Disaggregated P/D failed to launch on our same-node 2× H100 (see Hardware callout above). Answers below combine architectural analysis with the standalone-prefill numbers and the Standard TP=1 vs TP=2 measurements that we did capture.
The formula: Disagg saves time when \(\text{TTFT}_{\text{disagg}} < \text{TTFT}_{\text{standard}}\). Concretely, \(\text{TTFT}_{\text{disagg}} = \text{prefill\_time}_P + \text{kv\_transfer\_time}\); \(\text{TTFT}_{\text{standard}} = \text{prefill\_time} + \text{decode\_contention\_penalty}\). The crossover happens when the contention penalty exceeds the KV transfer cost.
Plugging in our numbers: From our tables: prefill on H100 for Llama-3.1-8B is ~120 ms flat up to 2048 tokens; standard TP=1 TTFT under 6 req/s load is 947.9 ms (so ~830 ms is decode contention); KV transfer for 2048 tokens over NVLink is < 0.25 ms. Disagg's hypothetical win = \(947.9 - 120 - 0.25 \approx 828\,\text{ms}\) per request at long inputs and high load. There is essentially no input length below which disagg loses on a single NVLink-connected node — KV transfer is always negligible.
The crossover only matters across nodes: Cross-node tells a different story: with 100 Gbps RDMA (~12 GB/s, 50× slower than NVLink), 2048-token KV takes ~11 ms, so the crossover lives at ~64-token inputs — essentially all real workloads.
What we measured for Standard TP=2: 8B on 2× H100: TP=2 cuts TTFT 28% (924 → 656 ms at 2 req/s) and ITL 29% (7.22 → 5.13 ms). TP wins on per-request latency by halving GEMM tile time, at the cost of unchanged aggregate per-GPU throughput.

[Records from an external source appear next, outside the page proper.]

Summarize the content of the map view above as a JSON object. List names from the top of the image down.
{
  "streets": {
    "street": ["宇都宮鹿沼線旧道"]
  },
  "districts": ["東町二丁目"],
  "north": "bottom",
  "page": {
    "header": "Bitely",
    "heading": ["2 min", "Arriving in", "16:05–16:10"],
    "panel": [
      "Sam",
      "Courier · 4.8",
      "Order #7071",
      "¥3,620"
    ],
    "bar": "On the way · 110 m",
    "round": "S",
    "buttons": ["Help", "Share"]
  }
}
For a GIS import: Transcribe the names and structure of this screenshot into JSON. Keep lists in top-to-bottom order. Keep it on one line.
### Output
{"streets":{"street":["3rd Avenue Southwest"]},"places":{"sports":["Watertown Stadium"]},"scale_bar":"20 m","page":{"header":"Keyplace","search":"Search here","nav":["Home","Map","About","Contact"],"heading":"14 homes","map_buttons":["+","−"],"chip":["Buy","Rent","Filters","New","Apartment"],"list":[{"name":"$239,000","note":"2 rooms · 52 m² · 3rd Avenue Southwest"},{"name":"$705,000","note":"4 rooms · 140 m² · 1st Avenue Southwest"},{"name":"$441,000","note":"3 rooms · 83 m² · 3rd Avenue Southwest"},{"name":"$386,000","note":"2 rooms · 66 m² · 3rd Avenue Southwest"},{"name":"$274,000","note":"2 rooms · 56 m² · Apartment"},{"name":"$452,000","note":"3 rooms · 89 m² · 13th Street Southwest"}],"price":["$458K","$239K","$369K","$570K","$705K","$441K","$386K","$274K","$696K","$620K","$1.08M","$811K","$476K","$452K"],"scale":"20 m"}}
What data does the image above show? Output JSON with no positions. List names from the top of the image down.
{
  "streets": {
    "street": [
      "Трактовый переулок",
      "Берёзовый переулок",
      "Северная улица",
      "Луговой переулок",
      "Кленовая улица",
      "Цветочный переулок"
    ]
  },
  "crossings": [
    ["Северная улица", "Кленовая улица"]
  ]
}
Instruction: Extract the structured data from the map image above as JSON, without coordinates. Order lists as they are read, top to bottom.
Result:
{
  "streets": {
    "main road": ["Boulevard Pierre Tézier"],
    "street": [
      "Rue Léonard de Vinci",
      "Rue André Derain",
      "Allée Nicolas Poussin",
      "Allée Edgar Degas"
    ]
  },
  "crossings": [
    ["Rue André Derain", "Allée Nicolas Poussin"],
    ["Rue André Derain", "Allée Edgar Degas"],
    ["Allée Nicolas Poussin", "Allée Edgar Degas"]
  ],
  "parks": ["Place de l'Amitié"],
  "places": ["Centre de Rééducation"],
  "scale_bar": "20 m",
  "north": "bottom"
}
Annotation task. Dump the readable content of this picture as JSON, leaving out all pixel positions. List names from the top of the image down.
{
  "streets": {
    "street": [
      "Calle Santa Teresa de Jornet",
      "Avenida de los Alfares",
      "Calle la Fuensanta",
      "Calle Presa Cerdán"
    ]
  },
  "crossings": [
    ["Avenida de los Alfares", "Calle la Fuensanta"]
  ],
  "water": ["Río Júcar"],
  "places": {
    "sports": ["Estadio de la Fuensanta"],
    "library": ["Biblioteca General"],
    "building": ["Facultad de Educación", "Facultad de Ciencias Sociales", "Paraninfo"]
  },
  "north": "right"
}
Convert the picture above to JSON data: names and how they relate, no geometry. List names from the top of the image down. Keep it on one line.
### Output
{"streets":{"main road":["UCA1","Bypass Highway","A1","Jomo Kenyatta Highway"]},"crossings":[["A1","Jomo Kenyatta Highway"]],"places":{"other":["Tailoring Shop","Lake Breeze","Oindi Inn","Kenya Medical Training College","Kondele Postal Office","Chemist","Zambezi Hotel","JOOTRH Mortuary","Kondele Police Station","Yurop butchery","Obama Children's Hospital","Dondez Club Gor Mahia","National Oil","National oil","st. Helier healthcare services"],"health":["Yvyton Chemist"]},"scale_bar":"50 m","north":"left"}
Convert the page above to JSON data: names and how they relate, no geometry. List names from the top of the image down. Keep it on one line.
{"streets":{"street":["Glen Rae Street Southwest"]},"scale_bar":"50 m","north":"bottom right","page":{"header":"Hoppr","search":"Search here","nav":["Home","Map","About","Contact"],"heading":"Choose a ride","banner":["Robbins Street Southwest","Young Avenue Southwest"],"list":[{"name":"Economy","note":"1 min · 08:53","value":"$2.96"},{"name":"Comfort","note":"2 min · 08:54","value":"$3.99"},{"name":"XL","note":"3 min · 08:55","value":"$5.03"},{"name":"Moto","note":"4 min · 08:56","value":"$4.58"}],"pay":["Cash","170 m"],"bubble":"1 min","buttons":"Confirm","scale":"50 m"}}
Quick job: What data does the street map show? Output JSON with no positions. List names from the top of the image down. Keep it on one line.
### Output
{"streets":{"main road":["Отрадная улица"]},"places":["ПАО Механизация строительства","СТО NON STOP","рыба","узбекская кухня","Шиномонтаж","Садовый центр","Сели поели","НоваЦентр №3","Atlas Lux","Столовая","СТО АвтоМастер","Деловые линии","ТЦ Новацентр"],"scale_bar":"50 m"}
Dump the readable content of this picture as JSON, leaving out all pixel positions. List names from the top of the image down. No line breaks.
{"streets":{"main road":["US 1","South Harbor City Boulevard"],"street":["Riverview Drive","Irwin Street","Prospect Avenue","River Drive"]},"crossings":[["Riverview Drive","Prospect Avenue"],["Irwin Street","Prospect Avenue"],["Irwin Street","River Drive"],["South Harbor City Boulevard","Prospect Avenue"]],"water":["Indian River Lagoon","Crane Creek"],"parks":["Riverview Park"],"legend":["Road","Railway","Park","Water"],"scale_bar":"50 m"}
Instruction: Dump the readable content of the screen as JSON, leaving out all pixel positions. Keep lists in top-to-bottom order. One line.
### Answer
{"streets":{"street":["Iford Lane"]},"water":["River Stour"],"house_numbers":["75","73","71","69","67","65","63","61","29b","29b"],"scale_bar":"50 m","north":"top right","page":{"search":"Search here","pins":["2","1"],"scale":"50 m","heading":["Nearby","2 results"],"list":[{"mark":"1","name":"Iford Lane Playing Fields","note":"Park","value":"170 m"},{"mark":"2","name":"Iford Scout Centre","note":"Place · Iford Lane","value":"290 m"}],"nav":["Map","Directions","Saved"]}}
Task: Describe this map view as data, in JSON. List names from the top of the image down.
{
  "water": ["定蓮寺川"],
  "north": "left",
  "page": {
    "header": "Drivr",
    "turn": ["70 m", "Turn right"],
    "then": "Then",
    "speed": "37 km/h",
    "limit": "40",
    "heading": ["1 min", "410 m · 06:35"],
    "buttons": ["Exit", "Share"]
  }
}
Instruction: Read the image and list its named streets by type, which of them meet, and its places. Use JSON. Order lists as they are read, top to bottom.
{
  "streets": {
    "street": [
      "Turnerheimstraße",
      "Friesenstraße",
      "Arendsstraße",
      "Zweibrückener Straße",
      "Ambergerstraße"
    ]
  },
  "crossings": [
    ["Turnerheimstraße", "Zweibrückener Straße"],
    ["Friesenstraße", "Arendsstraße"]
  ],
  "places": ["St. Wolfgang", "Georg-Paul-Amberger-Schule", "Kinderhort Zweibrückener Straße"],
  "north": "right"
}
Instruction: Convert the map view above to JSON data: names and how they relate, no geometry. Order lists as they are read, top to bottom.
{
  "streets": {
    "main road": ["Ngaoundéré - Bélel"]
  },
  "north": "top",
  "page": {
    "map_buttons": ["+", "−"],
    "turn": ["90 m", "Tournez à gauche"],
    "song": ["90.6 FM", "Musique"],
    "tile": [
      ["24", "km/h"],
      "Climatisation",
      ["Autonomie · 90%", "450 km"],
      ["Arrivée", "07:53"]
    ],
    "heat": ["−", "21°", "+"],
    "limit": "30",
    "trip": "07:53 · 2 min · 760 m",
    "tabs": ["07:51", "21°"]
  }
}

When to prefer TP=2: Use TP=2 when: (a) absolute per-request latency matters; (b) you have only 2 GPUs; (c) traffic is uniform. Example: chat product with a 500 ms TTFT SLA, ~200-token prompts, ~500-token outputs.
When to prefer disagg P/D: Use disagg when: (a) heterogeneous traffic — long prompts would otherwise stall short-prompt decodes; (b) you have 8+ GPUs to amortize disagg overhead; (c) prefill compute dominates KV transfer. Example: RAG with 4K–32K-token prompts and short outputs on 8× H100 across 2 nodes.
KV size for Llama-3.1-70B: \(80 \times 2 \times 8 \times \text{seq\_len} \times 128 \times 2\,\text{B} \approx 327\,\text{KB}\) per token. seq_len 4096 → \(\approx 1.34\,\text{GB}\); seq_len 32768 → \(\approx 10.7\,\text{GB}\).
Transfer time over NVLink (TP=4 → TP=4): With TP=4 → TP=4, 4 parallel ncclSend pairs over NVLink ~600 GB/s aggregate: seq_len 4096 → \(1.34\,\text{GB} / 600\,\text{GB/s} \approx 2.2\,\text{ms}\); seq_len 32768 → \(\approx 17.8\,\text{ms}\).
Prefill time for 70B at TP=4: Prefill is FLOP-bound: \(\sim 2 \times 70 \times 10^9 \times \text{seq\_len}\) FLOPs / ~2 PFLOP/s effective (4× H100 BF16 at ~50%) → seq_len 4096 \(\approx 287\,\text{ms}\); seq_len 32768 \(\approx 2.3\,\text{s}\). KV transfer is <1% of prefill in both cases — over NVLink, KV transfer is essentially free for 70B TP=4.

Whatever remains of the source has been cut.